Atatürk'ün geometri kitabı yazdığını 35 yaşında tesadüf
eseri bulunduğum konferansta öğrendiğimde çok şaşırmıştım. Atatürk Türkiye'nin
çağdaşlaşmasına yönelik adımlar atarken, geometri kitabı yazılması için Milli
Eğitim Bakanlığına görev verebilirdi. Demek ki, böyle bir kitabı yazacak
yeterli kadrolar olmadığını düşünmüş olmalı. Zaten Osmanlı, Cumhuriyet'e
yeterli aydın sınıfı bırakmadı. Ayrıca, ortada okuma yazma oranı % 6 olan bir
toplum vardı.
Cumhuriyet, Osmalı'dan tarım devrimi içinde kalmış, sanayi
devrimini kaçırmış bir toplum devraldı. Atatürk Cumhuriyetle birlikte, sanayi
devrimine geçiş aşamasında devrimleri peşpeşe ve hızlı yapmak zorunda kaldı.

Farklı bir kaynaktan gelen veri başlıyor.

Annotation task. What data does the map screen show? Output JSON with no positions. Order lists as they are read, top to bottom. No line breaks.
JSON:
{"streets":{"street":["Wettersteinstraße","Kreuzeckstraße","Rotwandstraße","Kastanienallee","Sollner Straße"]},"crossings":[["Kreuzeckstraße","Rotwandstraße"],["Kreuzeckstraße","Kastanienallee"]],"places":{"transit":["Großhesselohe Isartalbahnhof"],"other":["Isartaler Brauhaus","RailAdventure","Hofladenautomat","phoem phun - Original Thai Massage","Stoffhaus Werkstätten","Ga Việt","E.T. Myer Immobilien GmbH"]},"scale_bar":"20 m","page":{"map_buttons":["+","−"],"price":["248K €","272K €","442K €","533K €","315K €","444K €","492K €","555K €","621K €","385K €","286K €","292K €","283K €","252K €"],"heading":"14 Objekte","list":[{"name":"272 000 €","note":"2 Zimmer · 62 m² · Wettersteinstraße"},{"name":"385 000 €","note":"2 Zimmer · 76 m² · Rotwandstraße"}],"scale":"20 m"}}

Geometri kitabının yazılmasını hızlı sanayileşmek zorunda kalan bir toplumun
ihtiyacı olarak değerlendirmek gerekiyor.
Atatürk bu kitabı ölümünden bir buçuk yıl önce III. Türk Dil
Kurultayından hemen sonra 1936-1937 yılı kış aylarında Dolmabahçe Sarayı'nda
kendi eliyle yazmıştır. Atatürk Arapça ve Farsça terimlerle dolu ders
kitaplarının öğrenciler açısından öğrenimi geciktireceğini düşünmüştü.

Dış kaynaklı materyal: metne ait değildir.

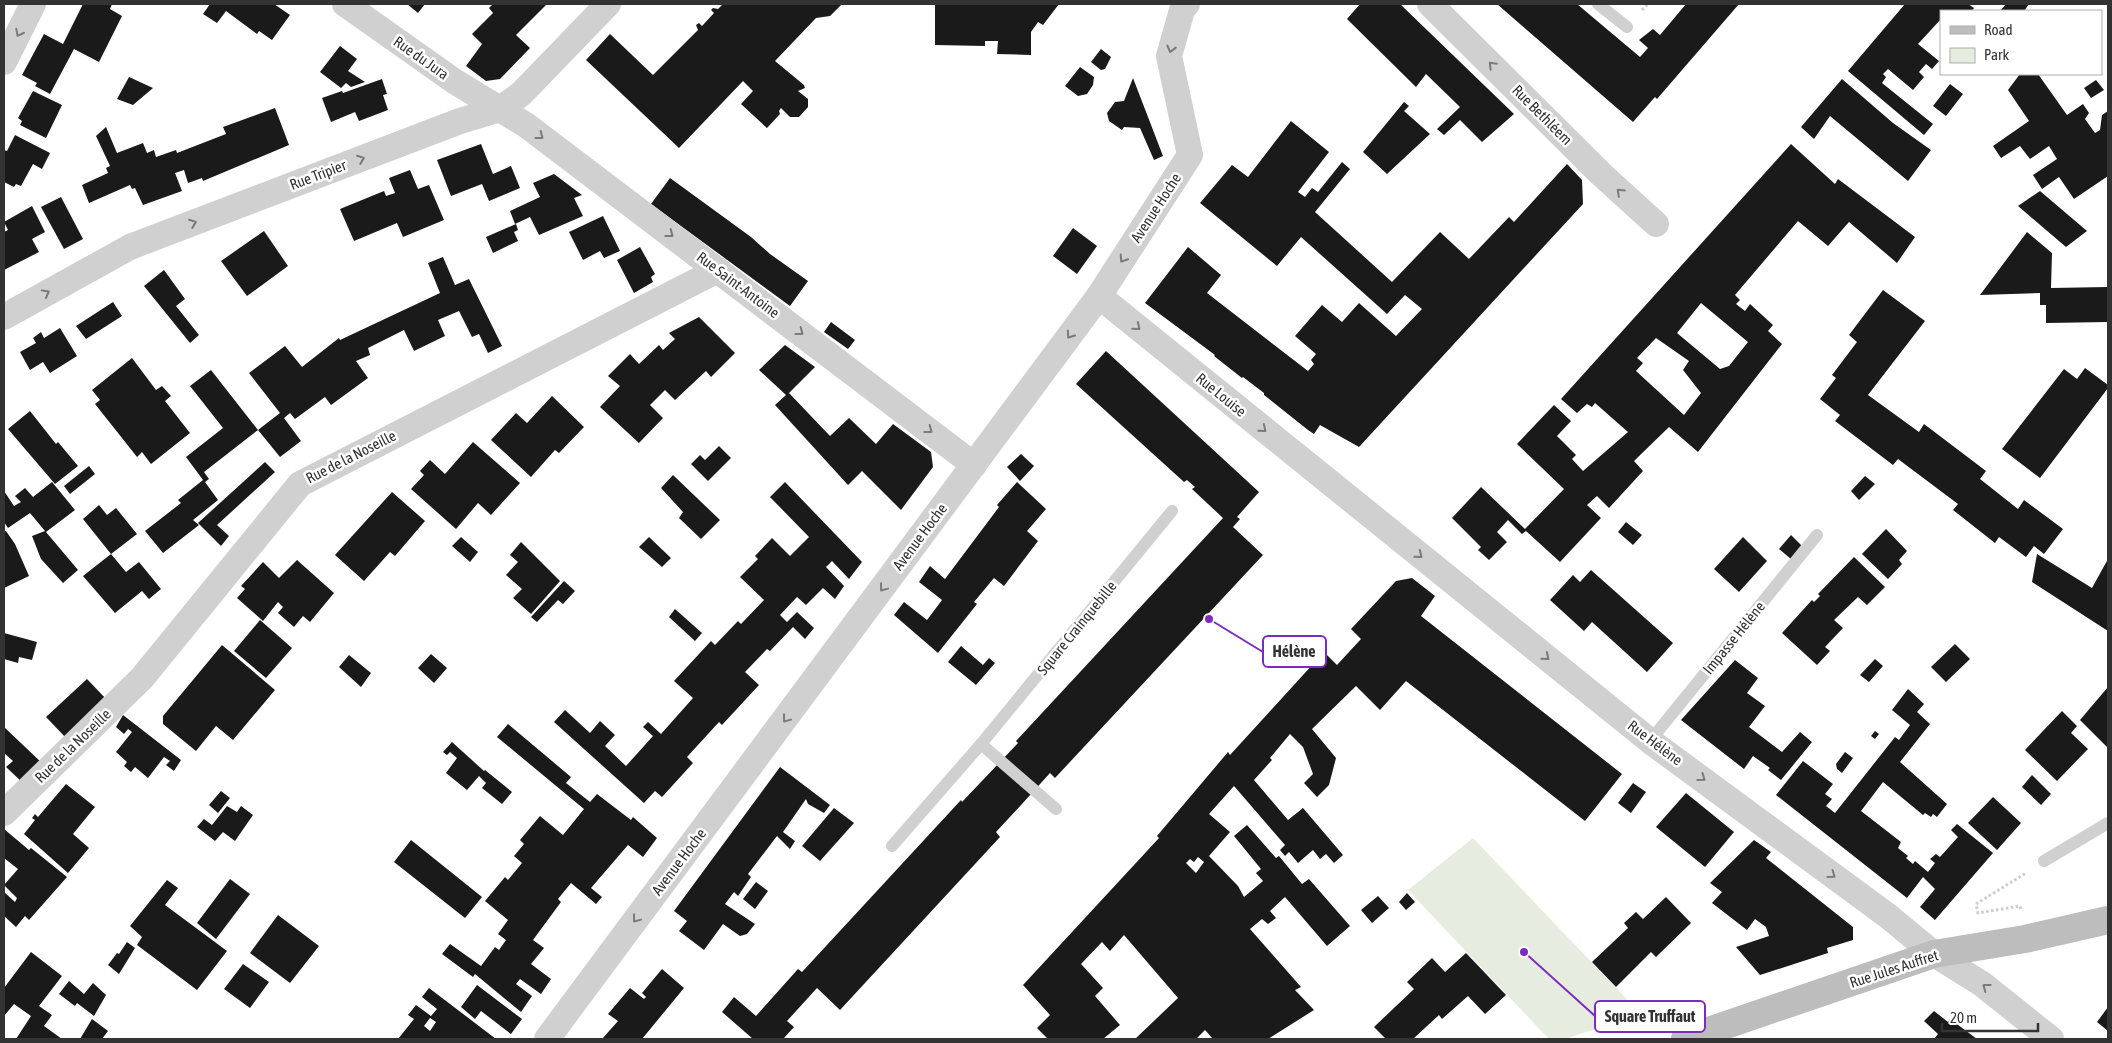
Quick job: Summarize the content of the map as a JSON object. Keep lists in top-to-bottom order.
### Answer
{
  "streets": {
    "street": [
      "Rue du Jura",
      "Rue Bethléem",
      "Rue Tripier",
      "Avenue Hoche",
      "Rue Saint-Antoine",
      "Rue Louise",
      "Rue de la Noseille",
      "Rue Hélène",
      "Rue Jules Auffret"
    ],
    "lane": ["Square Crainquebille", "Impasse Hélène"]
  },
  "crossings": [
    ["Rue du Jura", "Rue Tripier"],
    ["Rue du Jura", "Rue Saint-Antoine"],
    ["Rue Tripier", "Rue Saint-Antoine"],
    ["Avenue Hoche", "Rue Saint-Antoine"],
    ["Avenue Hoche", "Rue Louise"],
    ["Rue Saint-Antoine", "Rue de la Noseille"],
    ["Rue Louise", "Rue Hélène"],
    ["Impasse Hélène", "Rue Hélène"],
    ["Rue Hélène", "Rue Jules Auffret"]
  ],
  "one_way": [
    "Rue Bethléem",
    "Rue Tripier",
    "Avenue Hoche",
    "Rue Saint-Antoine",
    "Rue Louise"
  ],
  "places": ["Hélène", "Square Truffaut"],
  "legend": ["Road", "Park"],
  "scale_bar": "20 m"
}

Atatürk Sivas gezisi esnasında, Sivas Kongresinin de
yapıldığı Lisenin 9/A sınıfında programdaki Hendese (Geometri) dersine girdi.

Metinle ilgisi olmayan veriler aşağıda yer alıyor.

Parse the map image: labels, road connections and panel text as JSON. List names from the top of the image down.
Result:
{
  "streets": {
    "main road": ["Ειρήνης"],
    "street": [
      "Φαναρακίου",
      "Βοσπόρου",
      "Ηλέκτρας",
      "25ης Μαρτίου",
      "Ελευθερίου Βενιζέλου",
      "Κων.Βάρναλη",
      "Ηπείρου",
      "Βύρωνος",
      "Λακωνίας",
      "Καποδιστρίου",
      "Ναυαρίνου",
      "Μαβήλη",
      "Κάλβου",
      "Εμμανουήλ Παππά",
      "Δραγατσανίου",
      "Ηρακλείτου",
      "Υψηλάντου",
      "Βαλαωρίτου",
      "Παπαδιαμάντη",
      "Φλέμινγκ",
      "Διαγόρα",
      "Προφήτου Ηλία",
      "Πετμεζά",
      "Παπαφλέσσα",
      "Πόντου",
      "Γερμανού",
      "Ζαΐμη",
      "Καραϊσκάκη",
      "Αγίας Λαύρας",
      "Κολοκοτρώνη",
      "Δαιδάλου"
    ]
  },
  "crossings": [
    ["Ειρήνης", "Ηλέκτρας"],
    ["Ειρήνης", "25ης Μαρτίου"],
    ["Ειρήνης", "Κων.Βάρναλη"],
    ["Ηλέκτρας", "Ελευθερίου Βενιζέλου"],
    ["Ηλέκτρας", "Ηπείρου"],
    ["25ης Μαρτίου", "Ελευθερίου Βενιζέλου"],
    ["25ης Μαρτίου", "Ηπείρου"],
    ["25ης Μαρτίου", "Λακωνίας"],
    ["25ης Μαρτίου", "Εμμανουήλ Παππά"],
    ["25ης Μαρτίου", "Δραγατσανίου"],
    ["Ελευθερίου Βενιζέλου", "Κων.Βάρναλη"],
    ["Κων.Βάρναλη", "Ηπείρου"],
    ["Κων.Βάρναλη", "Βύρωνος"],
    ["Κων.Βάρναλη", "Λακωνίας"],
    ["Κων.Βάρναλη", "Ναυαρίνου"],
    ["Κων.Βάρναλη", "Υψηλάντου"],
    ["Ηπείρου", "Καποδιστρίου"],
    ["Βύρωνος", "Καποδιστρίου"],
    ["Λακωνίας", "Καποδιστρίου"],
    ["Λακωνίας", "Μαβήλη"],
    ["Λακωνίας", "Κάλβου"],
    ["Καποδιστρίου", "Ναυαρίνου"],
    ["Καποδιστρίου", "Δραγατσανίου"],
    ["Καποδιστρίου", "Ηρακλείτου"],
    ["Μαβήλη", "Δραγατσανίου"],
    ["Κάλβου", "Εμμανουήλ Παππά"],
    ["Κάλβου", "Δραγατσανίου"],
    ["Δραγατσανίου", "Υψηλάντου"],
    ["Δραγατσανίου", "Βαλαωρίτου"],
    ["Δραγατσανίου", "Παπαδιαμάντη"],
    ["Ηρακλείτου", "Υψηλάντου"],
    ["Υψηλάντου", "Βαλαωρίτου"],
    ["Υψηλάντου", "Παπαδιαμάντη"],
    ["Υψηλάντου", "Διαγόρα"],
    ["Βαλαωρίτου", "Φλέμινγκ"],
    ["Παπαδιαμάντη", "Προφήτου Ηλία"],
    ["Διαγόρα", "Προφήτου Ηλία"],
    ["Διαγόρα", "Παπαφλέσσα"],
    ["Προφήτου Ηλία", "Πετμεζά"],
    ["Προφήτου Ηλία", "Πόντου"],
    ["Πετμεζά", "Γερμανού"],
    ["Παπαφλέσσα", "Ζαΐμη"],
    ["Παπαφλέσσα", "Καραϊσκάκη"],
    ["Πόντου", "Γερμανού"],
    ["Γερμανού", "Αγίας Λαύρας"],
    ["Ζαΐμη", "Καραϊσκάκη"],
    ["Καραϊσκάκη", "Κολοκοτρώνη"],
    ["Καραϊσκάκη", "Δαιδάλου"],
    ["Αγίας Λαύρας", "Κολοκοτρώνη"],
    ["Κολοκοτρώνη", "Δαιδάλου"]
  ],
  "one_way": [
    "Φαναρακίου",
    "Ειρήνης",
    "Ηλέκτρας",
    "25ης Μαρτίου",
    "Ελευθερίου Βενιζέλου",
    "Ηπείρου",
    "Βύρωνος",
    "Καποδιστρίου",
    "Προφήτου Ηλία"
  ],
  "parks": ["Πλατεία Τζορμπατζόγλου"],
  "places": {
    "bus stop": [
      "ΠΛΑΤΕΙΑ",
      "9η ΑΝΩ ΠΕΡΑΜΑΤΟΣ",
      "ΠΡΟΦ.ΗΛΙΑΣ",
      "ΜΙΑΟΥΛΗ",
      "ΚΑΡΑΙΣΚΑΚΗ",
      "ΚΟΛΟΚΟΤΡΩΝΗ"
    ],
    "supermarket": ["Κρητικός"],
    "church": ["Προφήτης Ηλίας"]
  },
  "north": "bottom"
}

Bu derste bir kız öğrenciyi tahtaya kaldırdı. Öğrenci tahtada çizdiği koşut iki
çizginin, başka iki koşut çizginin kesişmesinden oluşan açıların Arapça
adlarını söylemekte zorluk çekmiş ve yanlışlıklar yapmıştı. Bu durumdan
etkilenen Atatürk, tepkisini, “Bu anlaşılmaz Arapça terimlerle, öğrencilere
bilgi verilemez. Dersler, Türkçe, yeni terimlerle anlatılmalıdır.” dedi ve
tebeşiri eline alıp, tahtada çizimlerle “zaviye”nin karşılığı olarak “açı”,
“dılı” nın karşılığı olarak “kenar”, “müselles”in karşılığı olarak da “üçgen”
gibi Türkçe yeni terimler kullanarak, bir takım Geometri konularını ve bu arada
Pythagoras teoremini anlattı.
Atatürk, dilimize karşılığı “koşut” olan “muvazi”
kelimesinin yerine kullandığı “paralel” teriminin kökenini açıklarken Orta
Asya’daki Türklerin, kağnının iki tekerleğinin bir dingile bağlı olarak duruş
biçimine “para” adını verdiklerini anlattı.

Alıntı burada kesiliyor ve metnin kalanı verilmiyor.